> **Saved entries**
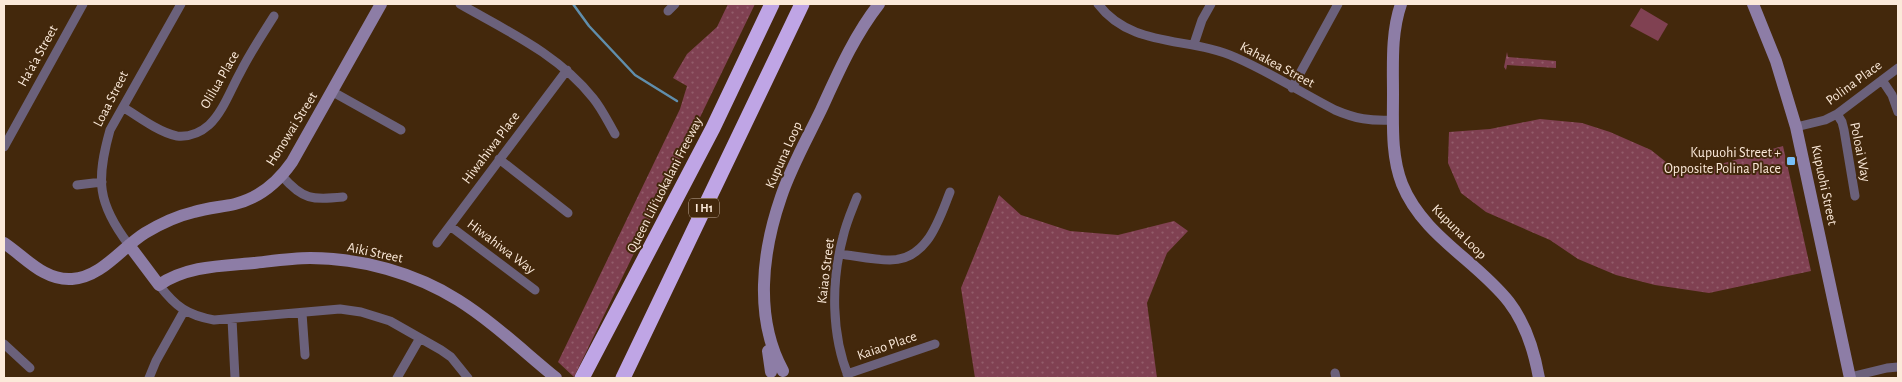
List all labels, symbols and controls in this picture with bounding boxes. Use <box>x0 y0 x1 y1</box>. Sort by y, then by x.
street label: Ha'a'a Street <box>15 23 61 89</box>
street label: Kahakea Street <box>1237 40 1317 91</box>
street label: Olilua Place <box>198 49 242 111</box>
street label: Polina Place <box>1823 58 1885 108</box>
street label: Loaa Street <box>91 68 131 129</box>
street label: Honowai Street <box>264 89 321 168</box>
street label: Hiwahiwa Place <box>459 109 523 187</box>
street label: Queen Liliʻuokalani Freeway <box>625 115 705 255</box>
street label: Kupuna Loop <box>763 120 805 190</box>
street label: Poloai Way <box>1847 121 1873 183</box>
street label: Kupuohi Street <box>1809 144 1839 227</box>
place label: Kupuohi Street + Opposite Polina Place <box>1664 146 1781 176</box>
marker: Kupuohi Street + Opposite Polina Place <box>1785 155 1797 167</box>
road number: I H1 <box>689 198 719 218</box>
street label: Kupuna Loop <box>1429 202 1489 262</box>
street label: Hiwahiwa Way <box>464 217 538 277</box>
street label: Kaiao Street <box>815 237 837 305</box>
street label: Aiki Street <box>346 240 405 266</box>
street label: Kaiao Place <box>855 329 919 363</box>

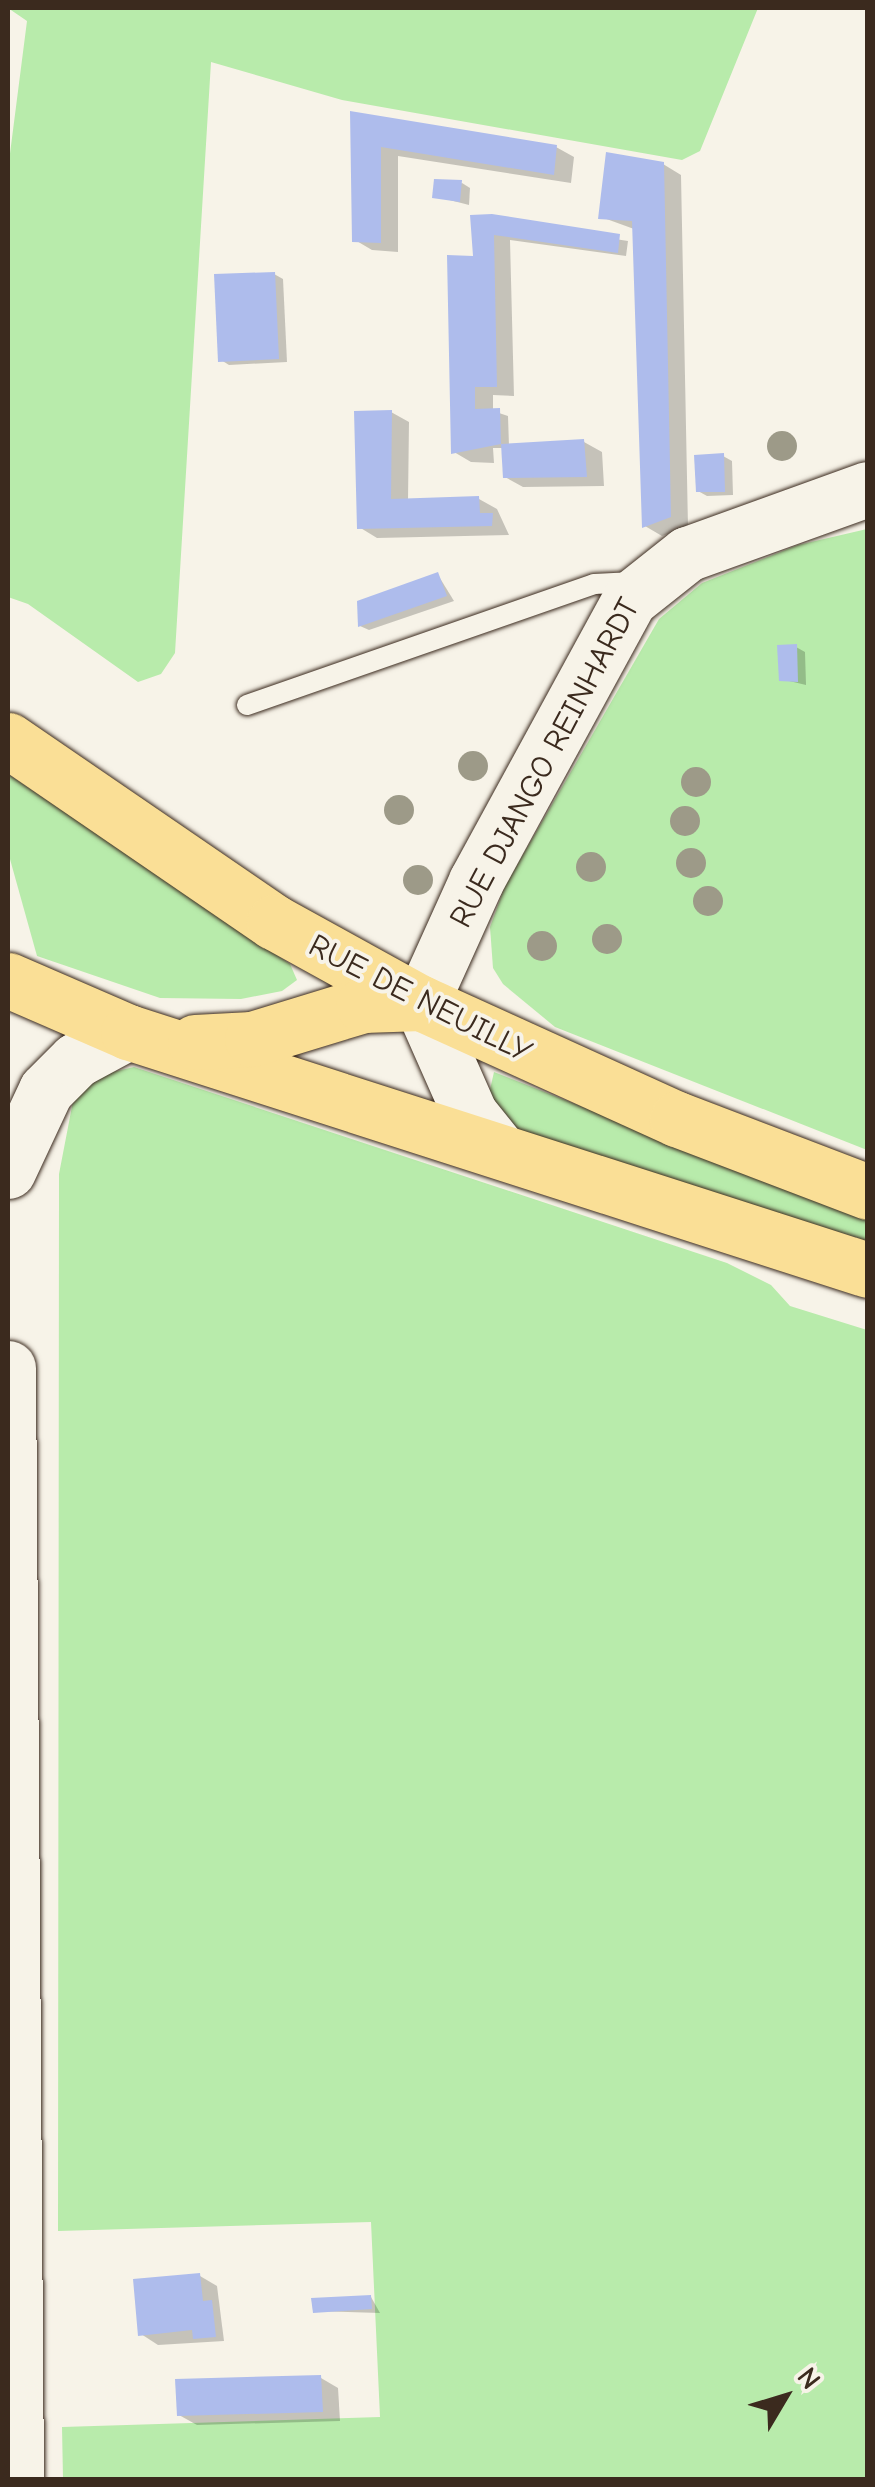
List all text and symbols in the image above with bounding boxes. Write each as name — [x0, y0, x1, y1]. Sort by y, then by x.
street label: RUE DJANGO REINHARDT — [442, 592, 648, 934]
street label: RUE DE NEUILLY — [302, 926, 538, 1072]
north arrow — [735, 2347, 835, 2447]
text: N — [790, 2361, 827, 2396]

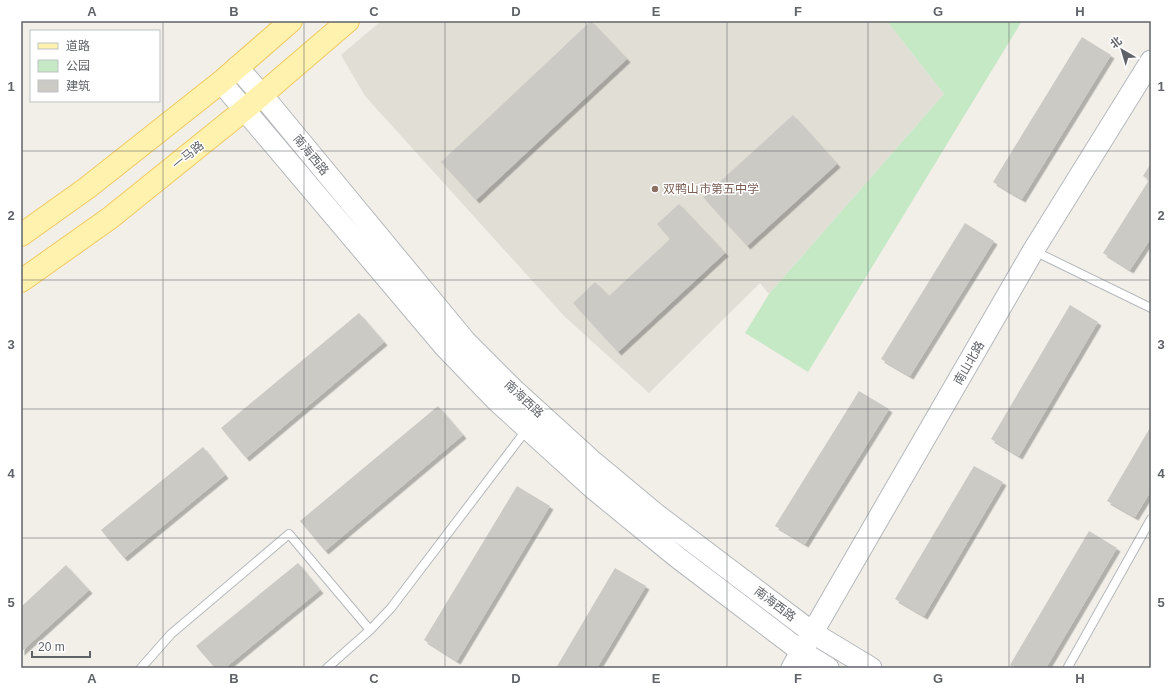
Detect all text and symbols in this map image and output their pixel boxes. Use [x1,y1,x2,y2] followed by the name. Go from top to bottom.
[87,4,97,19] text: A
[229,4,239,19] text: B
[369,4,379,19] text: C
[511,4,521,19] text: D
[652,4,661,19] text: E
[794,4,802,19] text: F
[933,4,943,19] text: G
[1075,4,1085,19] text: H
[30,30,160,102] legend
[1102,30,1142,70] north arrow
[1108,34,1124,50] text: 北
[66,39,90,53] text: 道路
[66,59,90,73] text: 公园
[7,79,15,94] text: 1
[66,79,90,93] text: 建筑
[1157,79,1165,94] text: 1
[290,132,332,178] street label: 南海西路
[170,138,206,172] street label: 一马路
[663,182,759,196] place label: 双鸭山市第五中学
[650,184,660,194] marker: 双鸭山市第五中学
[7,208,15,223] text: 2
[1157,208,1165,223] text: 2
[7,337,15,352] text: 3
[1157,337,1165,352] text: 3
[951,339,987,387] street label: 南山北路
[502,378,546,420] street label: 南海西路
[7,466,15,481] text: 4
[1157,466,1165,481] text: 4
[752,584,798,624] street label: 南海西路
[7,595,15,610] text: 5
[1157,595,1165,610] text: 5
[32,633,90,659] scale bar
[38,640,65,654] text: 20 m
[87,671,97,686] text: A
[229,671,239,686] text: B
[369,671,379,686] text: C
[511,671,521,686] text: D
[652,671,661,686] text: E
[794,671,802,686] text: F
[933,671,943,686] text: G
[1075,671,1085,686] text: H

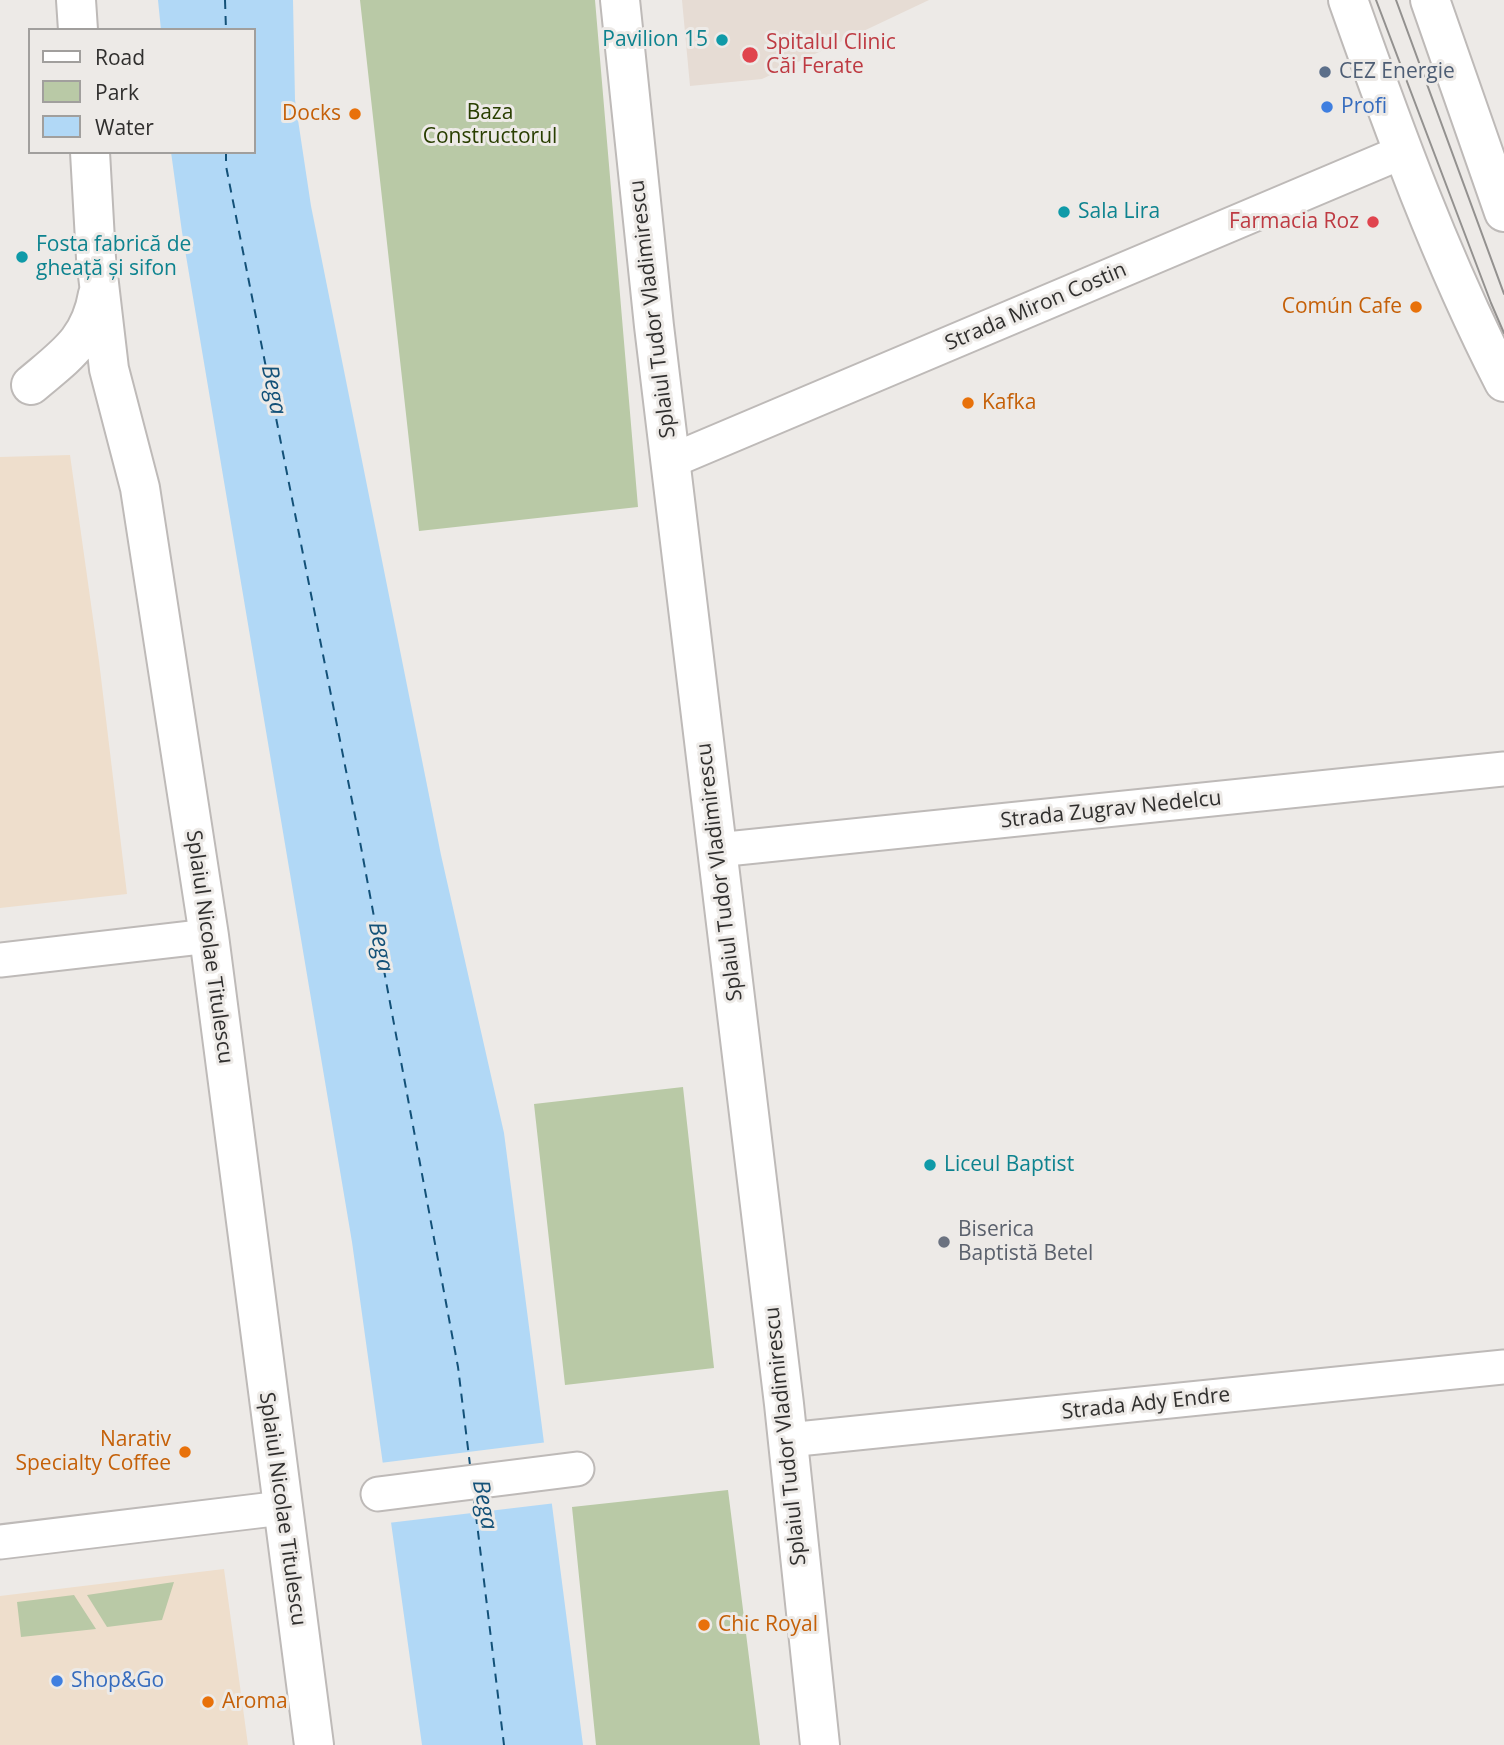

> **TASK DESCRIPTION**
Word for word, restate the lines from the one containing "Detect all text" through the end of the entries. Do not include pictures.

> **YOUR SOLUTION**
Detect all text and symbols in this map image and output their pixel boxes. Use [x1,y1,x2,y2] followed by the name. Go from top to bottom.
[87,4,97,19] text: A
[229,4,239,19] text: B
[369,4,379,19] text: C
[511,4,521,19] text: D
[652,4,661,19] text: E
[794,4,802,19] text: F
[933,4,943,19] text: G
[1075,4,1085,19] text: H
[30,30,160,102] legend
[1102,30,1142,70] north arrow
[1108,34,1124,50] text: 北
[66,39,90,53] text: 道路
[66,59,90,73] text: 公园
[7,79,15,94] text: 1
[66,79,90,93] text: 建筑
[1157,79,1165,94] text: 1
[290,132,332,178] street label: 南海西路
[170,138,206,172] street label: 一马路
[663,182,759,196] place label: 双鸭山市第五中学
[650,184,660,194] marker: 双鸭山市第五中学
[7,208,15,223] text: 2
[1157,208,1165,223] text: 2
[7,337,15,352] text: 3
[1157,337,1165,352] text: 3
[951,339,987,387] street label: 南山北路
[502,378,546,420] street label: 南海西路
[7,466,15,481] text: 4
[1157,466,1165,481] text: 4
[752,584,798,624] street label: 南海西路
[7,595,15,610] text: 5
[1157,595,1165,610] text: 5
[32,633,90,659] scale bar
[38,640,65,654] text: 20 m
[87,671,97,686] text: A
[229,671,239,686] text: B
[369,671,379,686] text: C
[511,671,521,686] text: D
[652,671,661,686] text: E
[794,671,802,686] text: F
[933,671,943,686] text: G
[1075,671,1085,686] text: H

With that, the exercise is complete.